What to produce >> A line qualifies if it holds the string "mark". Copy every qualifying line from the records.

Stored data:
---
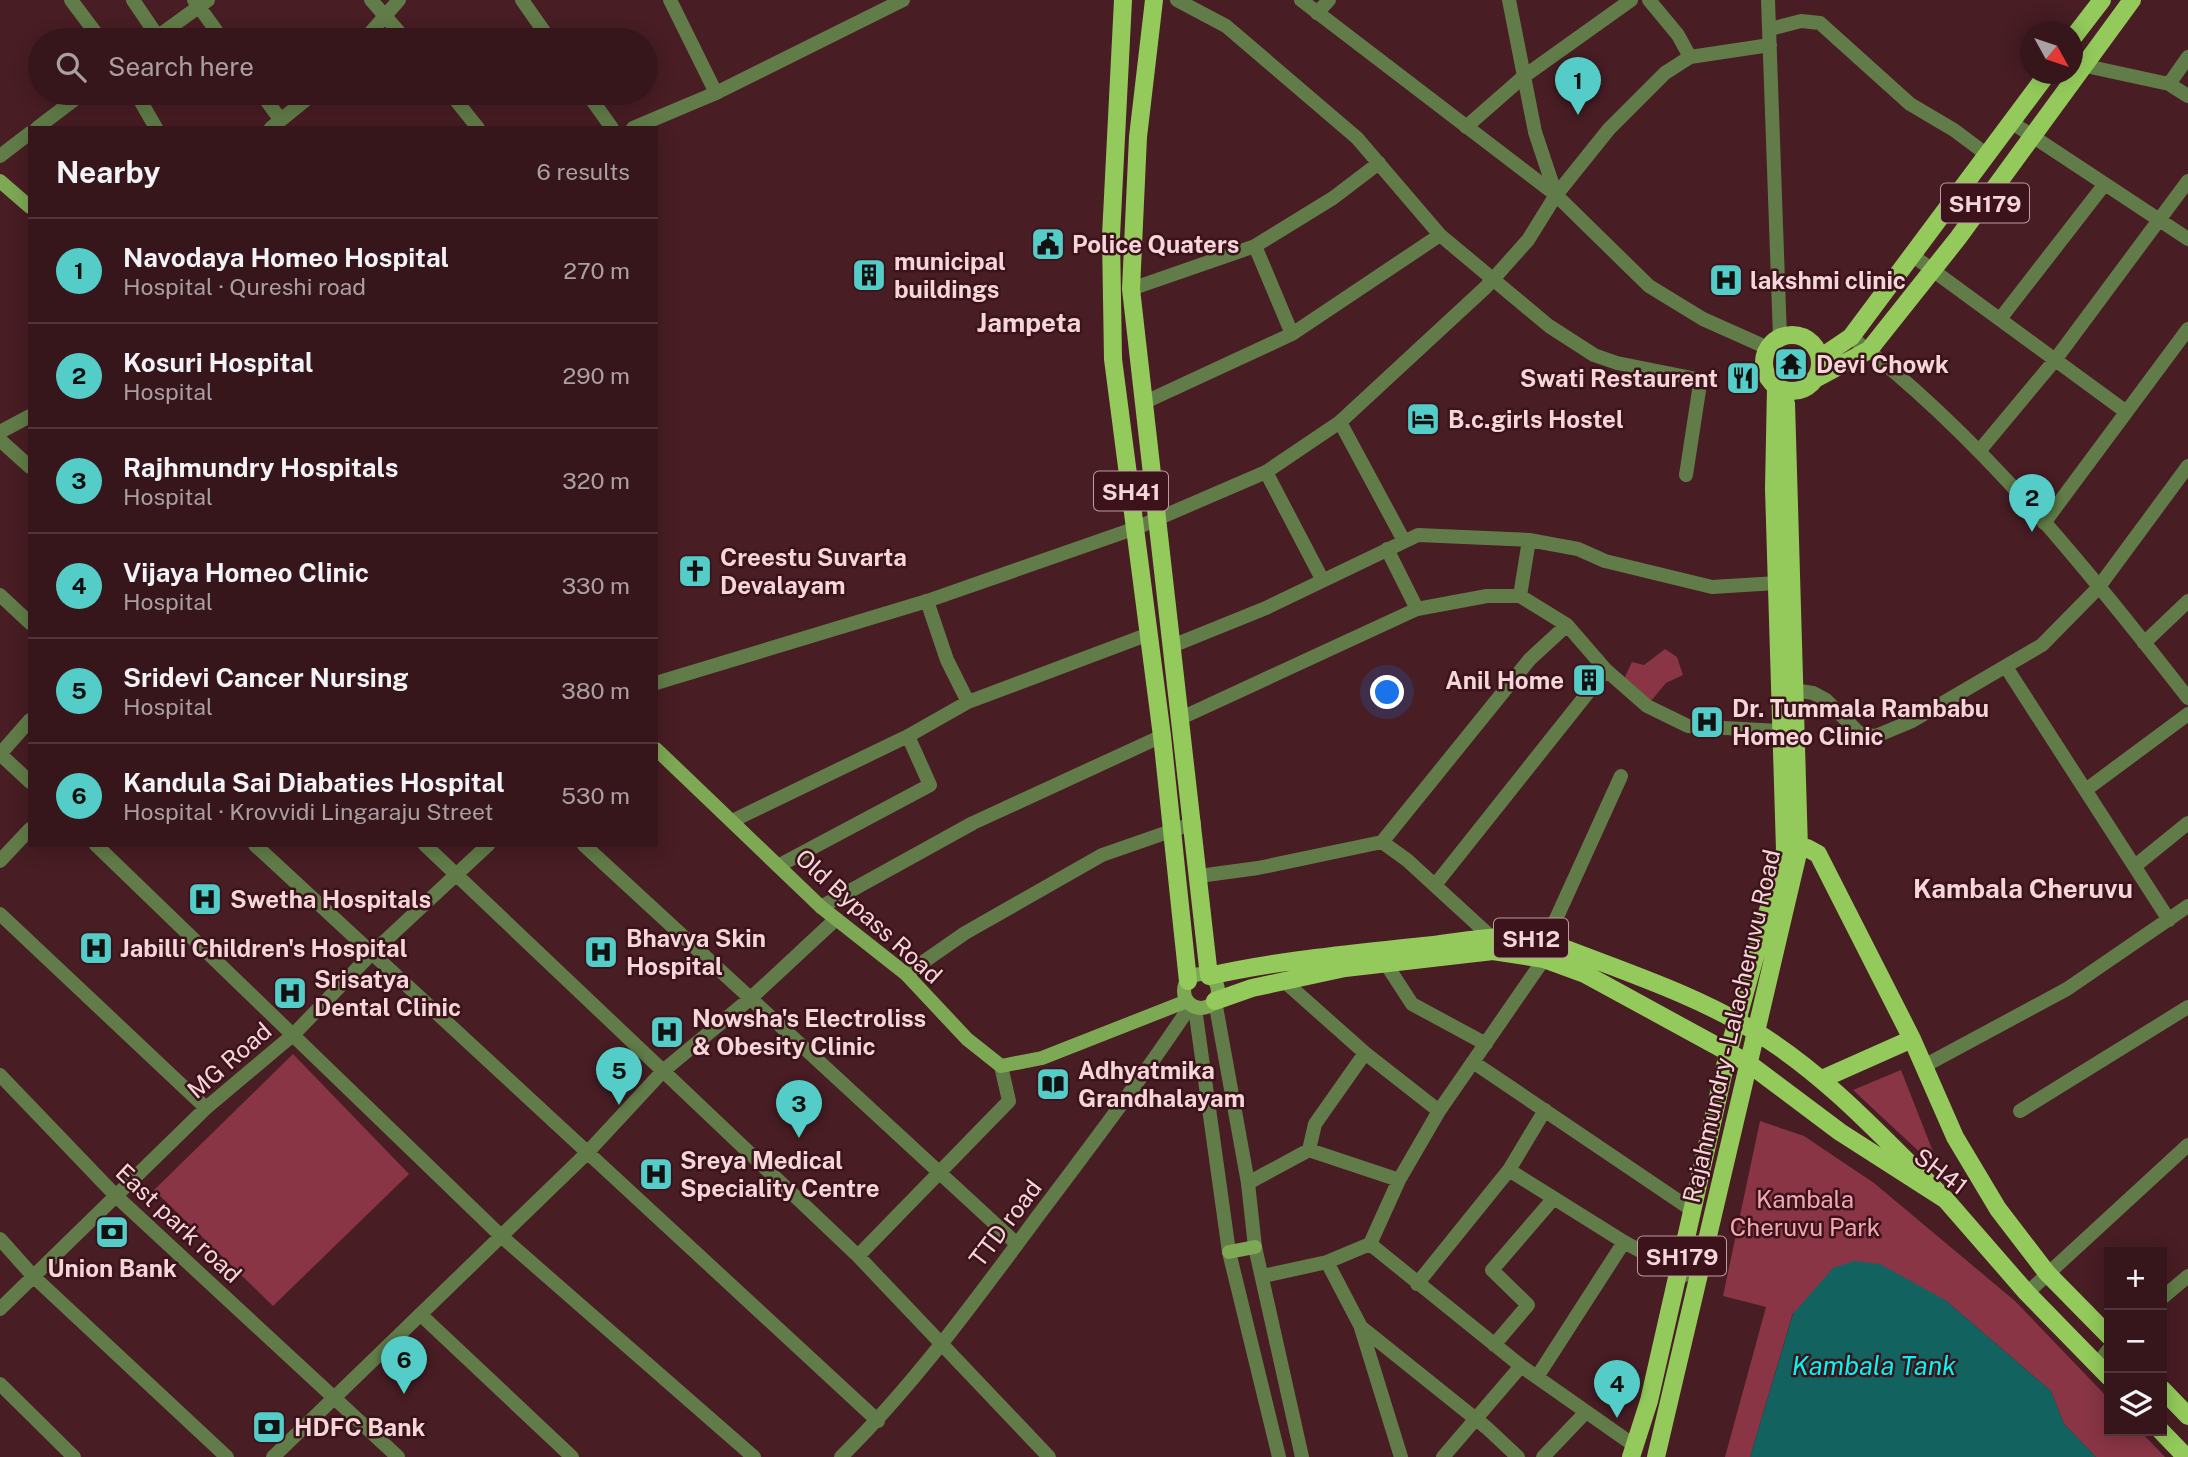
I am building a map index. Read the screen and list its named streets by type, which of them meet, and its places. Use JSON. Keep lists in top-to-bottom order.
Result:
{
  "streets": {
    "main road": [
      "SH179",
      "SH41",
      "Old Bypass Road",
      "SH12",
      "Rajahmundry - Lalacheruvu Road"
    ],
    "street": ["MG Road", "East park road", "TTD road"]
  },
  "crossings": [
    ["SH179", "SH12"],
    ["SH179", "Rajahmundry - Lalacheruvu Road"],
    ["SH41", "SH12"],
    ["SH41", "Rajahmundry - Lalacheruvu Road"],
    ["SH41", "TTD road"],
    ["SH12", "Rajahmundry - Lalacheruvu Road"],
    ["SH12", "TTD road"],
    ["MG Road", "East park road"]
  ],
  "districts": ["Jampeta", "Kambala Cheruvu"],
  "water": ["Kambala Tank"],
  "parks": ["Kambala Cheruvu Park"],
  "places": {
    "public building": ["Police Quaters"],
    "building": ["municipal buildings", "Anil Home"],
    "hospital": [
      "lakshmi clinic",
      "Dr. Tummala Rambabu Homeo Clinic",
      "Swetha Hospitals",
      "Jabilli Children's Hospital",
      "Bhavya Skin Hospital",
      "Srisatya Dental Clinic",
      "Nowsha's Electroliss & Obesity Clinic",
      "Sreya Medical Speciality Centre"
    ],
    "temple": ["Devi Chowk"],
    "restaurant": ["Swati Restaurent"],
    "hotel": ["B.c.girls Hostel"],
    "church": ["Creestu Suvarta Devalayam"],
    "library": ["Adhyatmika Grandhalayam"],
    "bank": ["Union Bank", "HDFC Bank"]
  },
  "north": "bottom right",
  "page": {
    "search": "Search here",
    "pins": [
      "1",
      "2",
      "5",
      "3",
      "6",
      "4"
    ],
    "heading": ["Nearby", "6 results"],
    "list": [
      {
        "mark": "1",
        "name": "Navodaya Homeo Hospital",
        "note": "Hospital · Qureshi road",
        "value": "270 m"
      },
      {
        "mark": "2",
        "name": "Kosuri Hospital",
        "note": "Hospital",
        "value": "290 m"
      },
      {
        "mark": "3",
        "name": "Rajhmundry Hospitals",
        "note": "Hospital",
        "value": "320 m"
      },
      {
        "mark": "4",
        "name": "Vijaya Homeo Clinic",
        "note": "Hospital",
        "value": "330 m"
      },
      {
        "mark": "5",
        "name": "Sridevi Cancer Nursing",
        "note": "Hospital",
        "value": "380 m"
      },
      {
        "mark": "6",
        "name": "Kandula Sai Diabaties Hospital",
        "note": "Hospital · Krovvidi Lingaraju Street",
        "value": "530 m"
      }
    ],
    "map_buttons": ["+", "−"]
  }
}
---
Answer for the task >>
        "mark": "1",
        "mark": "2",
        "mark": "3",
        "mark": "4",
        "mark": "5",
        "mark": "6",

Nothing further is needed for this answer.